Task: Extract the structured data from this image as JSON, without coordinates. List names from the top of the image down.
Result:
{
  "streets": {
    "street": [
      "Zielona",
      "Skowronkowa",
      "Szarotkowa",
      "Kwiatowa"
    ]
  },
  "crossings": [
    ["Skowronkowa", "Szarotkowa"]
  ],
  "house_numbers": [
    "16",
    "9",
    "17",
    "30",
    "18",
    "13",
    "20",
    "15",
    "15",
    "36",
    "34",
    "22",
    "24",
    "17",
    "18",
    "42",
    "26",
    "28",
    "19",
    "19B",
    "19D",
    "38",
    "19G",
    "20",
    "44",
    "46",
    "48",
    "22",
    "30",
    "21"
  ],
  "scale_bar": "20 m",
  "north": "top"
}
::::
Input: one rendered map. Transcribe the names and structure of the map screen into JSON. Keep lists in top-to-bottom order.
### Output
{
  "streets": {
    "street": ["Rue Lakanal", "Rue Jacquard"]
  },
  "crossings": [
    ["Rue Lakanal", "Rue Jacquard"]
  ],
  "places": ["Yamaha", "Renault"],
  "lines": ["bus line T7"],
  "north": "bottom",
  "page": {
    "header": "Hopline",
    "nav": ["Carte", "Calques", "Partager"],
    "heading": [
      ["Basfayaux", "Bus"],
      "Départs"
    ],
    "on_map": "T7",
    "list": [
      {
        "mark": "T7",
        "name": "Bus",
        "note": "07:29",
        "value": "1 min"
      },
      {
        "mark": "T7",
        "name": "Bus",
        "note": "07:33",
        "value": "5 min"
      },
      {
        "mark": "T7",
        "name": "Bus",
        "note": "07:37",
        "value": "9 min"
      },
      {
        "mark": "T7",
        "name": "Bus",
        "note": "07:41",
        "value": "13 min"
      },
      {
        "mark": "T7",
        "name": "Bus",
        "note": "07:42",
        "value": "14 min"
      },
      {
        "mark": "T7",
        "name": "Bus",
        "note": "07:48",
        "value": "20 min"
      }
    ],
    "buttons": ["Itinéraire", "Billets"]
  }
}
::::
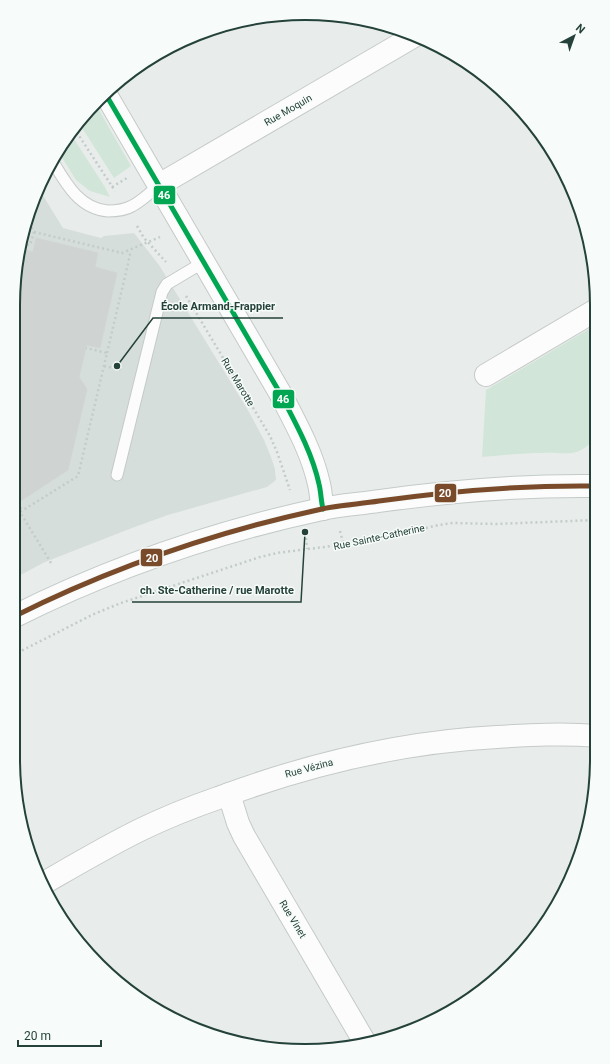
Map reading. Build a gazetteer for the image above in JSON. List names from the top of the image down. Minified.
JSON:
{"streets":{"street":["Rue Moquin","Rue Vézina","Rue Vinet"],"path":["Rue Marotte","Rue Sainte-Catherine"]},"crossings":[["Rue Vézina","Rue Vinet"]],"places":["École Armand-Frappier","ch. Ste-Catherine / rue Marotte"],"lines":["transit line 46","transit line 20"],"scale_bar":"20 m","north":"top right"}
::::
◆ WHAT IS EXPECTED
Using the records above, filter out every line that lacks the string "names" and copy the rest.

◆ TASK OUTPUT
Task: Extract the structured data from this image as JSON, without coordinates. List names from the top of the image down.
Input: one rendered map. Transcribe the names and structure of the map screen into JSON. Keep lists in top-to-bottom order.
Map reading. Build a gazetteer for the image above in JSON. List names from the top of the image down. Minified.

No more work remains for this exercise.